Foreclosure Article


Recovering Excess Proceeds After Foreclosure of Your Home

In Arizona, a home is typically foreclosed through a process known as a Trustee Sale. A Trustee’s Sale is when an individual or firm (the Trustee) holds an auction to sell the home in an attempt to recover the balance owed to the foreclosing lender.

During the downturn in the real estate market, the purchase price at auction was typically at or less than the loan balance owed to the lender.  However, with the recent upturn in the real estate market, we are now seeing purchase prices that are over the amount owed to the foreclosing lender.  The amount by which the purchase price at auction exceeds the balance owed the foreclosing lender is known as Excess Proceeds.

EXAMPLE:

$ 135,000   Price the property sold for at Trustee Sale auction

-  100,000   Loan balance amount owed to foreclosing lender at time of auction

$    35,000  Excess Proceeds

 

In the above example, $100,000 from the sale proceeds goes to pay the amount owed to the foreclosing lender.  The question is who is entitled to the remaining $35,000 in Excess Proceeds?  Generally, the Excess Proceeds first go to junior voluntary lienholders and then to the homeowner whose home was foreclosed.

Voluntary lienholders are lenders to whom the homeowner voluntarily gives an interest in the home.  Two common examples are your mortgage company (both your primary home loan and your secondary home equity loan) and a homeowner’s association (a junior voluntary lienholder).  By signing the mortgage, you voluntarily give the lender an interest in your home; and by purchasing a home within a community development you voluntarily give the homeowner’s association an interest in your home.

Involuntary lienholders are creditors who sue to get a judgment against you.  A common example is a credit card company that sues, gets a judgment against you for the amount owed on the credit card, and then records that judgment as a lien against your home.

Let’s add a few facts to the example above.  In addition to the $100,000 loan being foreclosed, there is a 2nd mortgage for $20,000 and a credit card judgment lien of $20,000.  Under this scenario, $100,000 goes to pay the amount owed to the foreclosing lender, with the $35,000 in Excess Proceeds being distributed as follows:  $20,000 to the 2nd mortgage (junior voluntary lienholder) and $15,000 to the homeowner. The credit card company (involuntary lienholder) gets nothing.

So how does the foreclosed homeowner know if there are Excess Proceeds available?  The Trustee is required to mail a notice to the homeowner’s last known address.  The problem is the last known address is usually the foreclosed property, which the homeowner has vacated without providing a forwarding address.

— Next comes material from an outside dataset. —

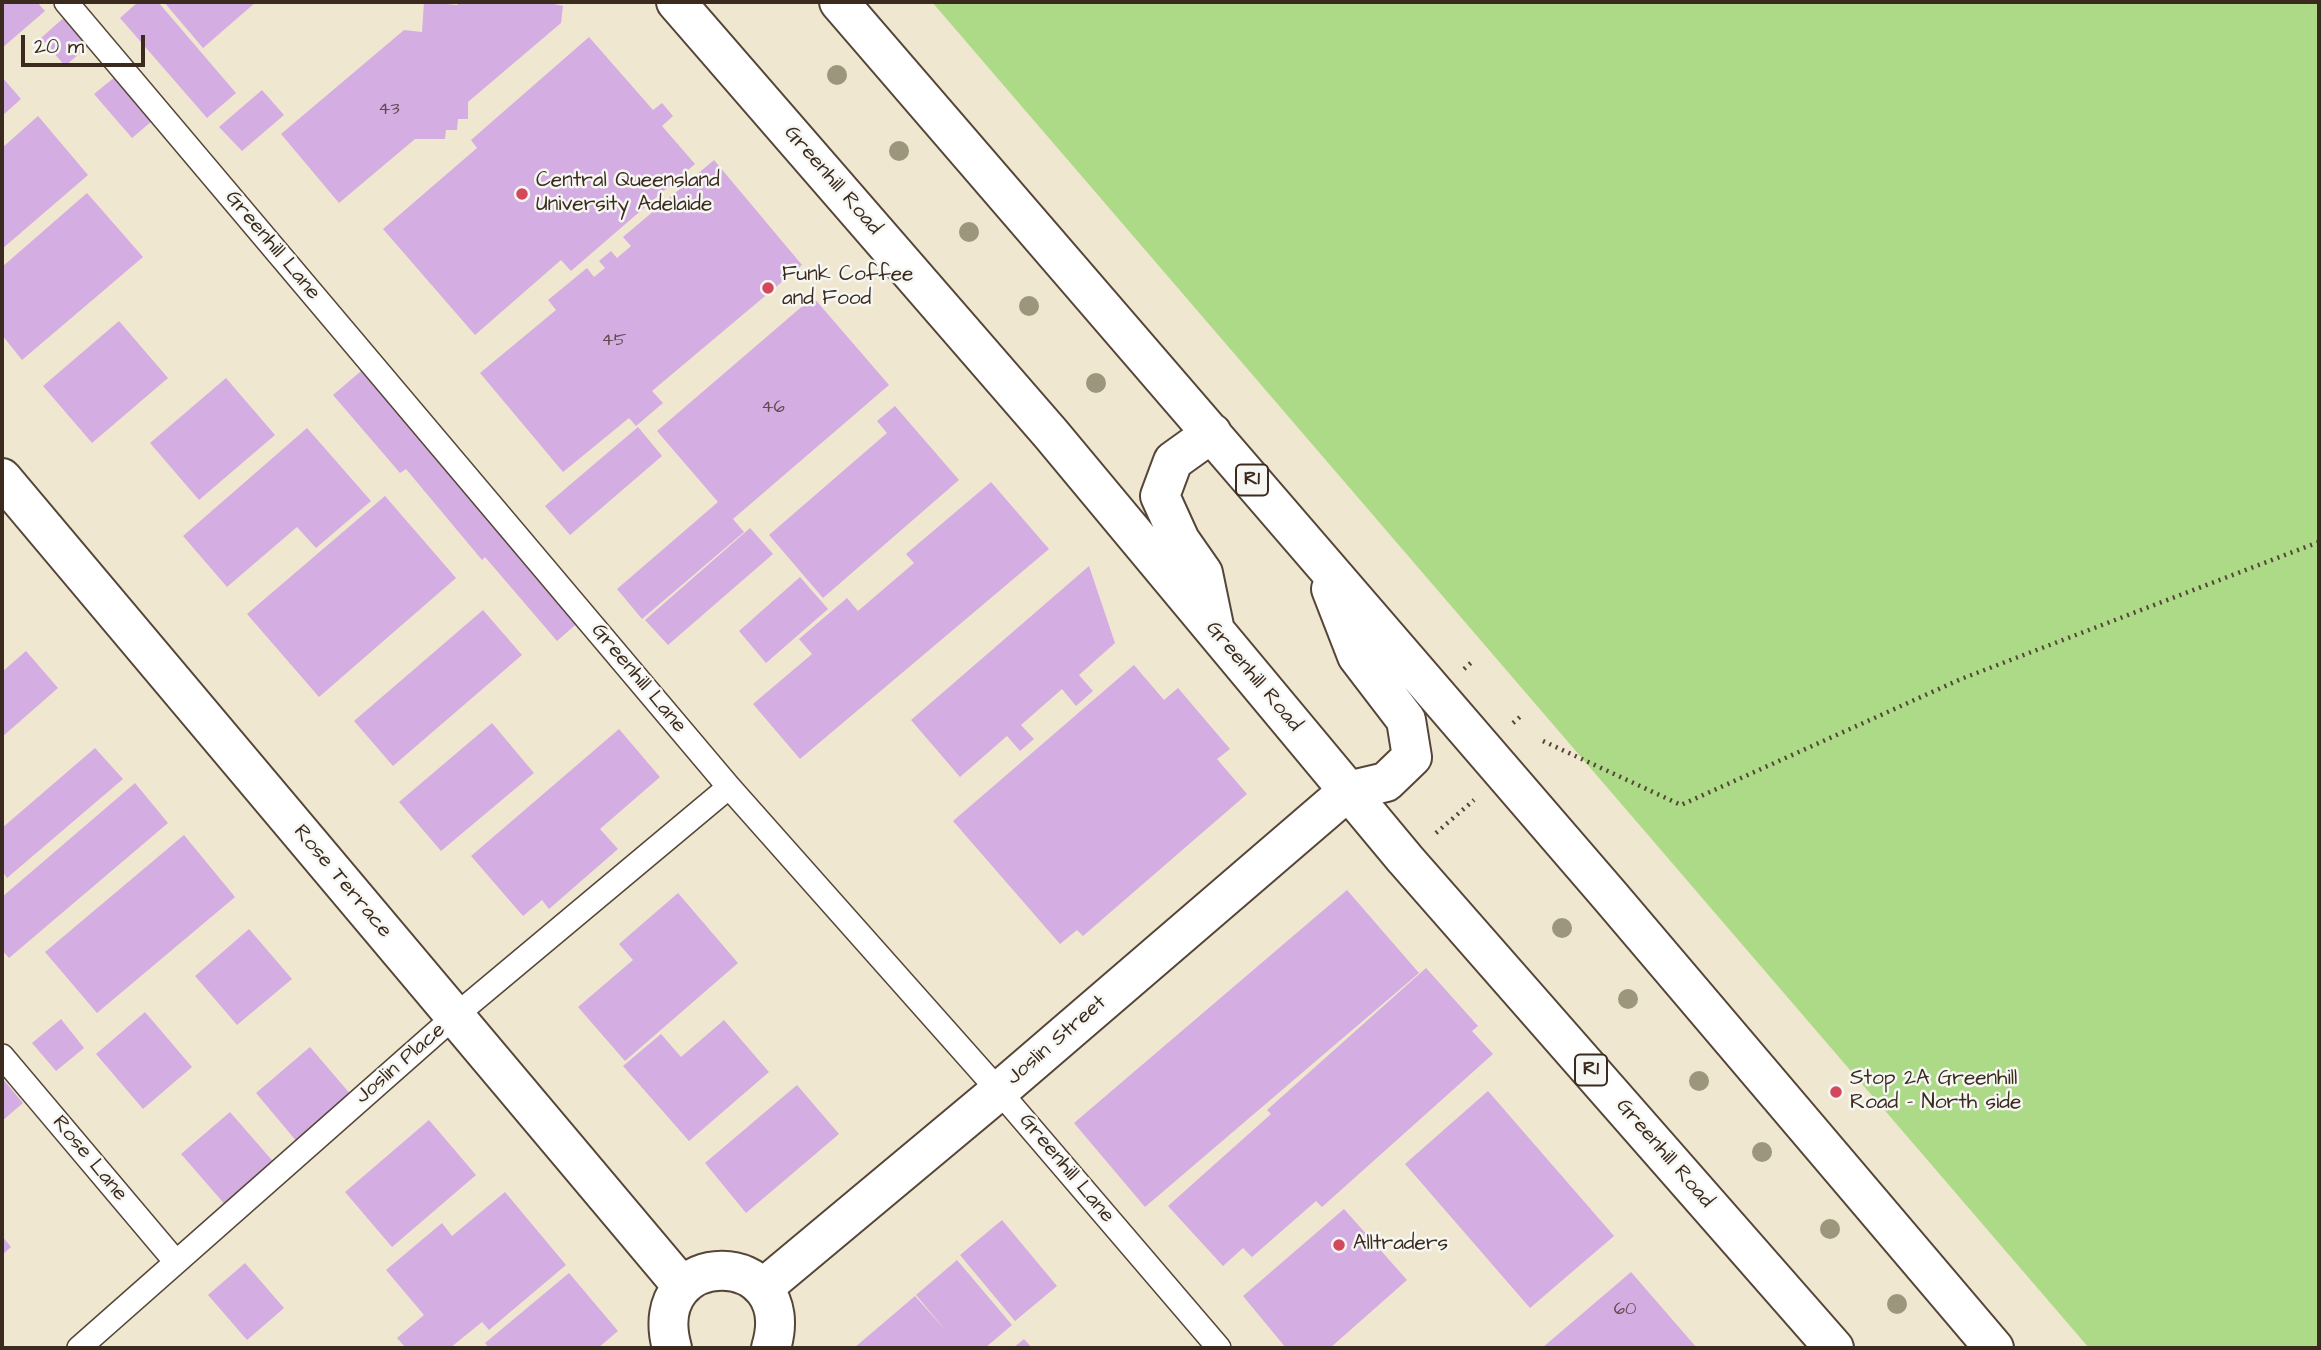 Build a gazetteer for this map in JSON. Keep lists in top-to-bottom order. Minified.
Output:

The homeowner, armed with the knowledge that a Trustee Sale can generate Excess Proceeds, should track the Trustee Sale process.  Call the Trustee’s office the day after the sale is scheduled to take place.  Ask the Trustee’s office if the sale was postponed (note: the Trustee is not required to provide you written notice of the postponement) or completed?  If the Trustee’s sale was postponed, ask the Trustee’s office for the new sale date. If the Trustee’s sale was completed, ask: Are there Excess Proceeds from the sale?  When will the Trustee be depositing the proceeds with the county treasurer and filing the required lawsuit?  Inform the Trustee that you are the foreclosed homeowner and want to make a claim for the Excess Proceeds.  Provide the Trustee with your new address and send a confirming letter (by both certified mail/return receipt requested and regular mail) to the Trustee with your new address and contact information.  

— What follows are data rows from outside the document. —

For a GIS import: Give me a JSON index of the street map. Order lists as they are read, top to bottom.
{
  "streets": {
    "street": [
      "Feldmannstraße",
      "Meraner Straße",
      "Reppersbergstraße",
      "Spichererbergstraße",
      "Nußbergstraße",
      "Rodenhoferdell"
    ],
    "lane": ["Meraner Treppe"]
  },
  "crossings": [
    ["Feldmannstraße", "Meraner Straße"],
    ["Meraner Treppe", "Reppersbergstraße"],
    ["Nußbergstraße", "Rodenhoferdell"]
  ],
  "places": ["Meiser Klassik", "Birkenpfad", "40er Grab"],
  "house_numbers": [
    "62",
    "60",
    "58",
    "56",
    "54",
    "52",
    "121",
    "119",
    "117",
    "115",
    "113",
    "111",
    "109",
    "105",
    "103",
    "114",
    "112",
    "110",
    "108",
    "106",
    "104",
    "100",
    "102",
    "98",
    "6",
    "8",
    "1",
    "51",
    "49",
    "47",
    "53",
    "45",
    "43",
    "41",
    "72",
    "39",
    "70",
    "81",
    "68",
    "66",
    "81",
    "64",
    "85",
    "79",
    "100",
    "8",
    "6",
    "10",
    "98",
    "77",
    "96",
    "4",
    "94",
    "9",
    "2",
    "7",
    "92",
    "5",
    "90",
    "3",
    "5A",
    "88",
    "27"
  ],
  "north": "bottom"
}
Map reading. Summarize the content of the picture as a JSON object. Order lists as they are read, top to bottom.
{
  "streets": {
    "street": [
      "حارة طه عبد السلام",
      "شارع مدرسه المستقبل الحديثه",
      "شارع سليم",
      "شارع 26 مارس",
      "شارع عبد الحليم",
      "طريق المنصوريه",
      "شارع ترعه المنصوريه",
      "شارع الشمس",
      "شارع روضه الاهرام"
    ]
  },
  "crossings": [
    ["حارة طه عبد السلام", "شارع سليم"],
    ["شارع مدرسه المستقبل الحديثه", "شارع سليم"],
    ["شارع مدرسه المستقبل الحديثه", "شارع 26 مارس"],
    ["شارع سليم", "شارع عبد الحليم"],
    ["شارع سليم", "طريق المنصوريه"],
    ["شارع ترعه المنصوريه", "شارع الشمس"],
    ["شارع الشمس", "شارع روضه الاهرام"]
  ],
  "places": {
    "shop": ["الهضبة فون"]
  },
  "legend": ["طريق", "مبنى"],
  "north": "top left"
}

Excess proceeds can remain on deposit with the county treasurer for up to 2 years. Certain deadlines begin to run when the Trustee deposits the Excess Proceeds and files the lawsuit. Upon receiving notice that the lawsuit has been filed, you should immediately contact one of the legal aid offices listed below for free legal help in recovering Excess Proceeds.

You can apply online for free legal help here or click here for a directory of legal assistance in Arizona.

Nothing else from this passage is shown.